> **Work item**
Show the lines of the material that contain the word "Turn".

> **Exercise materials**
-=-=-

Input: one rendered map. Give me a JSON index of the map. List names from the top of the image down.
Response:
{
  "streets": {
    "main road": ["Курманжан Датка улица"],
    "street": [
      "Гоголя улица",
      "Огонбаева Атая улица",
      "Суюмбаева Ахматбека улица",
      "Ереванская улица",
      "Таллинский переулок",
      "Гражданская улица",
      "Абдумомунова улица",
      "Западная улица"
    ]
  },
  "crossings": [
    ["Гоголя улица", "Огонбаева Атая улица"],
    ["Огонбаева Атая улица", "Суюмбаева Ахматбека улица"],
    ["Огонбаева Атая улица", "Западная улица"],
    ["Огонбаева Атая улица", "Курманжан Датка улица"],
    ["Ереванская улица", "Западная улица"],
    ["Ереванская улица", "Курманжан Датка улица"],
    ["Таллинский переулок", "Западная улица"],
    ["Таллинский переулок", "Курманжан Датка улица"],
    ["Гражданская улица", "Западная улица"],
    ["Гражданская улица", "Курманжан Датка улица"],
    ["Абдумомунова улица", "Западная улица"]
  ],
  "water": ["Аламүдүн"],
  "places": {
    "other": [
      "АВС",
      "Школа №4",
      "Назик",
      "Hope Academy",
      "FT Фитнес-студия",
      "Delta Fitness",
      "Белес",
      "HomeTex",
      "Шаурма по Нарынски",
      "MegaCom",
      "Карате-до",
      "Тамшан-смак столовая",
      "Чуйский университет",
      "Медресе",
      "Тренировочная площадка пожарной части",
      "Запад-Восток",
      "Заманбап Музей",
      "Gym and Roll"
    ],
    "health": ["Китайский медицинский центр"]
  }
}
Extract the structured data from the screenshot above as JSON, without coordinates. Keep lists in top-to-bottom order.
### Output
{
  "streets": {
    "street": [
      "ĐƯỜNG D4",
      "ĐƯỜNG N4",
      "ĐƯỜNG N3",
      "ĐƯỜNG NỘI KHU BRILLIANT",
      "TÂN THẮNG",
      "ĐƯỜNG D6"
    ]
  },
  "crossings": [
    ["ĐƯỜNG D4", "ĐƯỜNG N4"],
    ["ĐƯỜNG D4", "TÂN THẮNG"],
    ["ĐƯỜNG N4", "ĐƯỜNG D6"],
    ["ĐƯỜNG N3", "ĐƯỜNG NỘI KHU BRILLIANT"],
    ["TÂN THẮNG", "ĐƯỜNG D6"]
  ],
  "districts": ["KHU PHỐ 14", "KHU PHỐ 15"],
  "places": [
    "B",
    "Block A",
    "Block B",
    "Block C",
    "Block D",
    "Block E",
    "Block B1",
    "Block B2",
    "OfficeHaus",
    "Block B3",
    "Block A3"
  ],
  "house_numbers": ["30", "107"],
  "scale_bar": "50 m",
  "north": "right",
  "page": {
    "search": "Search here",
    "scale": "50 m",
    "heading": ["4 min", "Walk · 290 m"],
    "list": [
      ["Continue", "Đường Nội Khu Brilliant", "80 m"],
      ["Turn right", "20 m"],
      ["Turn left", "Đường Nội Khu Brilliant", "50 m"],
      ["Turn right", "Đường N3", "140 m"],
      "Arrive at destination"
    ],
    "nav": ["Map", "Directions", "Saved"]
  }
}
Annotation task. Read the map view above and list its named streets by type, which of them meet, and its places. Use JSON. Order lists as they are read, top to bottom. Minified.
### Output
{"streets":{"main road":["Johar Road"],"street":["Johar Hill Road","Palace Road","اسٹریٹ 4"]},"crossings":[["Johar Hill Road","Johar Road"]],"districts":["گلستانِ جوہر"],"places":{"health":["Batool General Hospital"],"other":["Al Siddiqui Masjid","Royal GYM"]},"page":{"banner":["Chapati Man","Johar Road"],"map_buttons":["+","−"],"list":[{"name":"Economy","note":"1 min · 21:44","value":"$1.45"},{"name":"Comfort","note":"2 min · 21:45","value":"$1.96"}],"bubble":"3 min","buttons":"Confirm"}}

-=-=-

> **The answer**
      ["Turn right", "20 m"],
      ["Turn left", "Đường Nội Khu Brilliant", "50 m"],
      ["Turn right", "Đường N3", "140 m"],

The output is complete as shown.